> **EXERCISE INSTRUCTIONS**
Stop at the line containing "0 #576553) drop-shadow(-1px": write out every line from the beginning of the entries up to and including it, minus the pictures.

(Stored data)

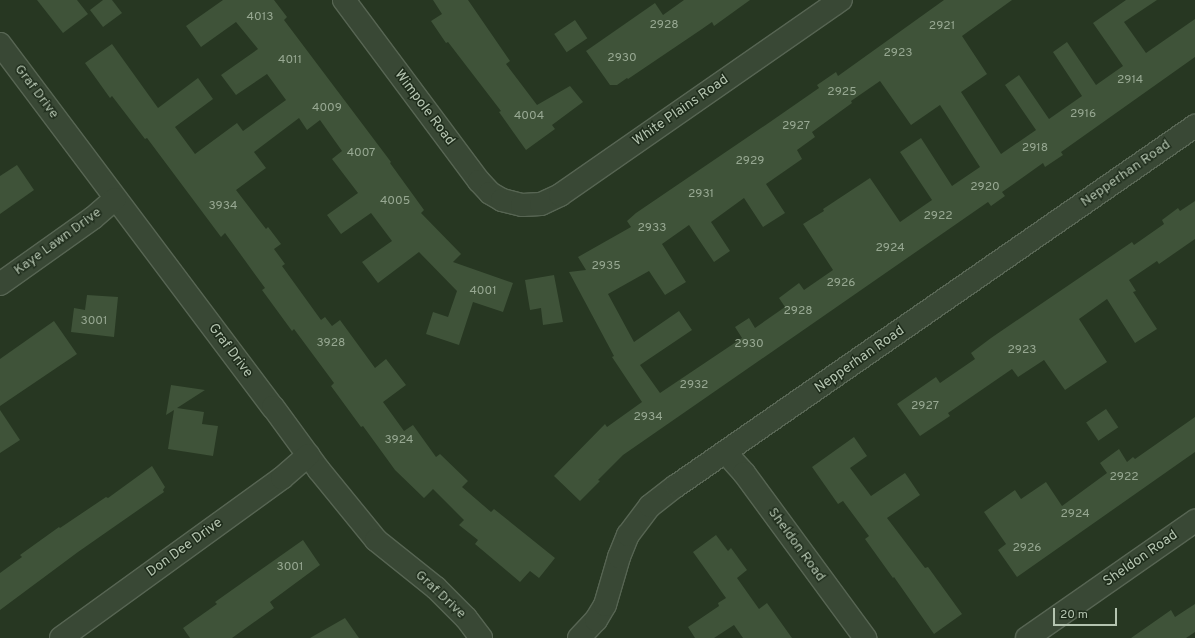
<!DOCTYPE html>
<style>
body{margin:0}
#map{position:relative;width:1195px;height:638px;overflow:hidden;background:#273722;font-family:Overpass,sans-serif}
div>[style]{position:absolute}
.building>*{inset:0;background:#3f5339;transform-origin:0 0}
.roads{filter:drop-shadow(1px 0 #576553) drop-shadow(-1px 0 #576553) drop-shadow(0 1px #576553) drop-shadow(0 -1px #576553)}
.minor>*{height:22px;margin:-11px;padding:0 11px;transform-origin:11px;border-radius:11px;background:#394835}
span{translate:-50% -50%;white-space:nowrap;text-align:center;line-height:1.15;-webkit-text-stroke:3px #1e2c1b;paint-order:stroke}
.number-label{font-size:12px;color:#97a892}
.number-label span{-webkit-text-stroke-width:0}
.street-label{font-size:14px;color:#b4c4b0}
.scale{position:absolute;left:1053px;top:608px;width:64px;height:18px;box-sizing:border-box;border:2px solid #b4c4b0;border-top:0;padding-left:5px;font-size:12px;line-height:14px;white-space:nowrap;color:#b4c4b0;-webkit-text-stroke:3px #1e2c1b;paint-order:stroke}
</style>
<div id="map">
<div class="building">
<i style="clip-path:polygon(37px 0,77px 0,88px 14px,63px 33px)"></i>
<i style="clip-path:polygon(103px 0,112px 0,122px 13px,103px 27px,90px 10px)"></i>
<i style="clip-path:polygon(223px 0,274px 0,287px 17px,284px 20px,391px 162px,390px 163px,424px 210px,421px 213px,461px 254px,453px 262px,513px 283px,503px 312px,473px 302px,459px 345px,426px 334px,433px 312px,448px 317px,457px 291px,419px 252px,378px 283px,362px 262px,392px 241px,371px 213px,341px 234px,327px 215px,358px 193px,332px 159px,342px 151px,320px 120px,307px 130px,299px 118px,254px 152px,266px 168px,236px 190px,266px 229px,268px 227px,281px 244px,274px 249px,285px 264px,282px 266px,321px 320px,325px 317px,332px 326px,340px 320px,375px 368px,386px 359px,406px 385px,383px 402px,404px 431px,413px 425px,436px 457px,440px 454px,468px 481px,462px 487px,491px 512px,494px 509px,555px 558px,539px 578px,530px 571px,520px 582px,475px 544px,478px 540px,459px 525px,464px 520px,433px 489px,424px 498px,395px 470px,363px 426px,361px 427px,331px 386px,334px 383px,294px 329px,292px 331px,262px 290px,265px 288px,225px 233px,221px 237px,147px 138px,145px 139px,112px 96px,110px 98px,85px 63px,112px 44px,158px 108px,198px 78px,213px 99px,175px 127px,195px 154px,237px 123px,243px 131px,286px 100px,267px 74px,236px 95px,221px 75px,258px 49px,236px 22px,201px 47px,186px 26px)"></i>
<i style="clip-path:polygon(433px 0,468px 0,510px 61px,506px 64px,537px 105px,570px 86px,583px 102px,552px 125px,555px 129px,526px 150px,499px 112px,501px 111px,448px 42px,446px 43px,431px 21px,442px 14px)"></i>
<i style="clip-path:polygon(684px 0,750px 0,714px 26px,712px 22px,702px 29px,628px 79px,627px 78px,617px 85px,610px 85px,586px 51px,655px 3px,663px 15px)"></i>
<i style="clip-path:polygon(evenodd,944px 0,1012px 0,962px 36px,987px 74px,961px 92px,1001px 154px,1036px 130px,1005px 85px,1019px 75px,1049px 119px,1082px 96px,1053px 52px,1067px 42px,1096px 85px,1123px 66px,1093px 23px,1126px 0,1157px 0,1124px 22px,1146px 53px,1195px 19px,1195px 57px,1061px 152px,1063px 155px,1045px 167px,1043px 163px,1015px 183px,1002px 192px,1005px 196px,991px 206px,988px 202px,623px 455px,598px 480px,600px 481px,580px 501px,554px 476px,605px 424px,607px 427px,642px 402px,612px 357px,614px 356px,569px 272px,586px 270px,578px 257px,631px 227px,627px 221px,636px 213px,770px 122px,819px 88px,817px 85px,836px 72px,838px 76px,944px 0,880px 81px,911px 125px,940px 105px,980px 167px,952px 186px,921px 138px,900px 152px,932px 200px,900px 222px,870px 178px,823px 209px,824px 211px,803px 224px,833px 270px,804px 290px,799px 283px,779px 298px,785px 307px,755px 328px,749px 318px,735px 327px,742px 338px,660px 393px,640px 365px,692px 330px,679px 311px,634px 342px,608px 294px,649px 271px,665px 295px,686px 282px,662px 244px,689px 225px,714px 262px,730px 251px,711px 222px,744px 198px,763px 227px,785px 213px,766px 184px,802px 159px,797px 150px,815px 137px,812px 132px,852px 103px,851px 101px,880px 81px)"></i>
<i style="left:575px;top:20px;width:22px;height:25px;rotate:56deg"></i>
<i style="clip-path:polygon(17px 165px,34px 190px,0 214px,0 176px)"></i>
<i style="clip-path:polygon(1195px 201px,1195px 239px,1159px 264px,1157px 261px,1129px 280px,1136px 291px,1133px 292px,1157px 329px,1135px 343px,1107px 299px,1079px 319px,1107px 362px,1065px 390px,1044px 360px,1018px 377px,1012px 369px,948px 413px,950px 416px,920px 436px,897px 404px,936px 377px,940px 383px,975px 359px,971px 353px,991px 338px,1132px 242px,1134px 245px,1164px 224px,1162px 220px,1178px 208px,1180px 211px)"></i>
<i style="clip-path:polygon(554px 275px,563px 322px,543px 325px,541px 308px,530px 310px,525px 280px)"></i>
<i style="clip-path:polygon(87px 295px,118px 297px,114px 337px,71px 332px,74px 308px,85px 310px)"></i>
<i style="clip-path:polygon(54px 321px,77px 354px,0 406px,0 359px)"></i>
<i style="clip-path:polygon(171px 385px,205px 390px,177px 408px,204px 412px,202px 424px,218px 426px,213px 456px,168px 449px,174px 410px,166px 415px)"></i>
<i style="left:1106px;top:409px;width:22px;height:24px;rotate:56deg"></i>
<i style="clip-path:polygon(0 410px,20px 440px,0 453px)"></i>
<i style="clip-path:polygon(1195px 417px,1195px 452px,1017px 577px,998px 550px,1006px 544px,984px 512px,1015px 490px,1021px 499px,1046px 482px,1062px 506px,1107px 473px,1100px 463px,1119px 449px,1127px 462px,1133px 457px,1135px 459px)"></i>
<i style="clip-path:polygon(854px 437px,867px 456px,850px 468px,871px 496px,905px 473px,920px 495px,887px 518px,925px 568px,928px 567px,962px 614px,934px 634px,894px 577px,893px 578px,865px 539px,869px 536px,843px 501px,838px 504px,812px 467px)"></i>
<i style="clip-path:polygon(152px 466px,165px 487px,163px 490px,164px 492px,78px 552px,0 610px,0 573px,22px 557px,20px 555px,59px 527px,60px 528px,106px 497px,108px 498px)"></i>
<i style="clip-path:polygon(716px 535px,728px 551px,731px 548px,747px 570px,737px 578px,759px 609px,767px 603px,792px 638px,743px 638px,734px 625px,714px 638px,695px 638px,688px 627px,719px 606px,718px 603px,726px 598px,693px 552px)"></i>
<i style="clip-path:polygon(303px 540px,320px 565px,270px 602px,274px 608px,232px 638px,190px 638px,183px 628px,217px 604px,215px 602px)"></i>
<i style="clip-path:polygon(1195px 604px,1195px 632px,1186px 638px,1131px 638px,1171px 610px,1175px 617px)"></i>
<i style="clip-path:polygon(345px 618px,359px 638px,310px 638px)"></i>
</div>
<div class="roads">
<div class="minor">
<i style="left:344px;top:0;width:226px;rotate:53.3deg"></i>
<i style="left:479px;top:181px;width:16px;rotate:47deg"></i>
<i style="left:490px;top:193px;width:14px;rotate:30deg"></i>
<i style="left:502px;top:200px;width:21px;rotate:14deg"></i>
<i style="left:522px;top:205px;width:19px;rotate:-3deg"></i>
<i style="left:541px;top:204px;width:21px;rotate:-25deg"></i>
<i style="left:560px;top:195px;width:342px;rotate:-34.8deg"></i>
<i style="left:0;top:44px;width:454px;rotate:53.1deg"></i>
<i style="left:273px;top:407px;width:78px;rotate:53.9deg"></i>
<i style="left:319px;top:470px;width:90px;rotate:50.8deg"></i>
<i style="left:376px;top:540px;width:77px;rotate:38.7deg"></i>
<i style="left:436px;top:588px;width:42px;rotate:45deg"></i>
<i style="left:466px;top:618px;width:25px;rotate:53deg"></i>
<i style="left:0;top:284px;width:114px;rotate:-35.4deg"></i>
<i style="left:93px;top:218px;width:29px;rotate:-41deg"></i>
<i style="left:726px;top:453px;width:27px;rotate:48deg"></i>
<i style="left:744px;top:473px;width:205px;rotate:53.7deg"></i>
<i style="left:61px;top:638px;width:273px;rotate:-35.9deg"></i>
<i style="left:282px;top:478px;width:35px;rotate:-41deg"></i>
<i style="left:579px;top:638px;width:25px;rotate:-47deg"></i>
<i style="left:596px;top:620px;width:17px;rotate:-59deg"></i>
<i style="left:605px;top:605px;width:50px;rotate:-73.7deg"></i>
<i style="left:619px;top:557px;width:24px;rotate:-68deg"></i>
<i style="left:628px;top:535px;width:36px;rotate:-53deg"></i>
<i style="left:650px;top:506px;width:33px;rotate:-38deg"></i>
<i style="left:676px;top:486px;width:632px;rotate:-34.75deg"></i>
<i style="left:1027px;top:638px;width:205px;rotate:-34.9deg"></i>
</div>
</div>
<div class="number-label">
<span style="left:260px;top:18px">4013</span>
<span style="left:664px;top:26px">2928</span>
<span style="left:942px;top:27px">2921</span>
<span style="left:898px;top:54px">2923</span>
<span style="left:622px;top:59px">2930</span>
<span style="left:290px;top:61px">4011</span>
<span style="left:1130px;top:81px">2914</span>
<span style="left:842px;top:93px">2925</span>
<span style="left:327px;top:109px">4009</span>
<span style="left:1083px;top:115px">2916</span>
<span style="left:529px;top:117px">4004</span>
<span style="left:796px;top:127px">2927</span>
<span style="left:1035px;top:149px">2918</span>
<span style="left:361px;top:154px">4007</span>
<span style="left:750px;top:162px">2929</span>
<span style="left:985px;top:188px">2920</span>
<span style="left:701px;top:195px">2931</span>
<span style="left:395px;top:202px">4005</span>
<span style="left:223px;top:207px">3934</span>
<span style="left:938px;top:217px">2922</span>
<span style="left:652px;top:229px">2933</span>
<span style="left:890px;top:249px">2924</span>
<span style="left:606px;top:267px">2935</span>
<span style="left:841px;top:284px">2926</span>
<span style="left:483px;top:292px">4001</span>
<span style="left:798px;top:312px">2928</span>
<span style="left:94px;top:322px">3001</span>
<span style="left:331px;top:344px">3928</span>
<span style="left:749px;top:345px">2930</span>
<span style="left:1022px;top:351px">2923</span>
<span style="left:694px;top:386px">2932</span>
<span style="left:925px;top:407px">2927</span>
<span style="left:648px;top:418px">2934</span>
<span style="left:399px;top:441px">3924</span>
<span style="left:1124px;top:478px">2922</span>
<span style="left:1075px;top:515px">2924</span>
<span style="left:1027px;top:549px">2926</span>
<span style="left:290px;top:568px">3001</span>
</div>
<div class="street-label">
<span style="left:36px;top:92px;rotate:53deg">Graf Drive</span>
<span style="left:424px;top:108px;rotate:53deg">Wimpole Road</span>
<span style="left:681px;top:111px;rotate:-35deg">White Plains Road</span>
<span style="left:1126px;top:174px;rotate:-35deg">Nepperhan Road</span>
<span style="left:58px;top:242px;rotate:-36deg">Kaye Lawn Drive</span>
<span style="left:230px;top:351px;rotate:53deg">Graf Drive</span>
<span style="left:860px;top:360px;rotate:-35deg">Nepperhan Road</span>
<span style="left:796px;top:545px;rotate:54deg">Sheldon Road</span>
<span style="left:185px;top:548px;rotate:-36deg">Don Dee Drive</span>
<span style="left:1141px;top:559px;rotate:-35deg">Sheldon Road</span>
<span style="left:440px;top:595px;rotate:43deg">Graf Drive</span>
</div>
<div class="scale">20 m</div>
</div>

> **EXPECTED ANSWER**
<!DOCTYPE html>
<style>
body{margin:0}
#map{position:relative;width:1195px;height:638px;overflow:hidden;background:#273722;font-family:Overpass,sans-serif}
div>[style]{position:absolute}
.building>*{inset:0;background:#3f5339;transform-origin:0 0}
.roads{filter:drop-shadow(1px 0 #576553) drop-shadow(-1px 0 #576553) drop-shadow(0 1px #576553) drop-shadow(0 -1px #576553)}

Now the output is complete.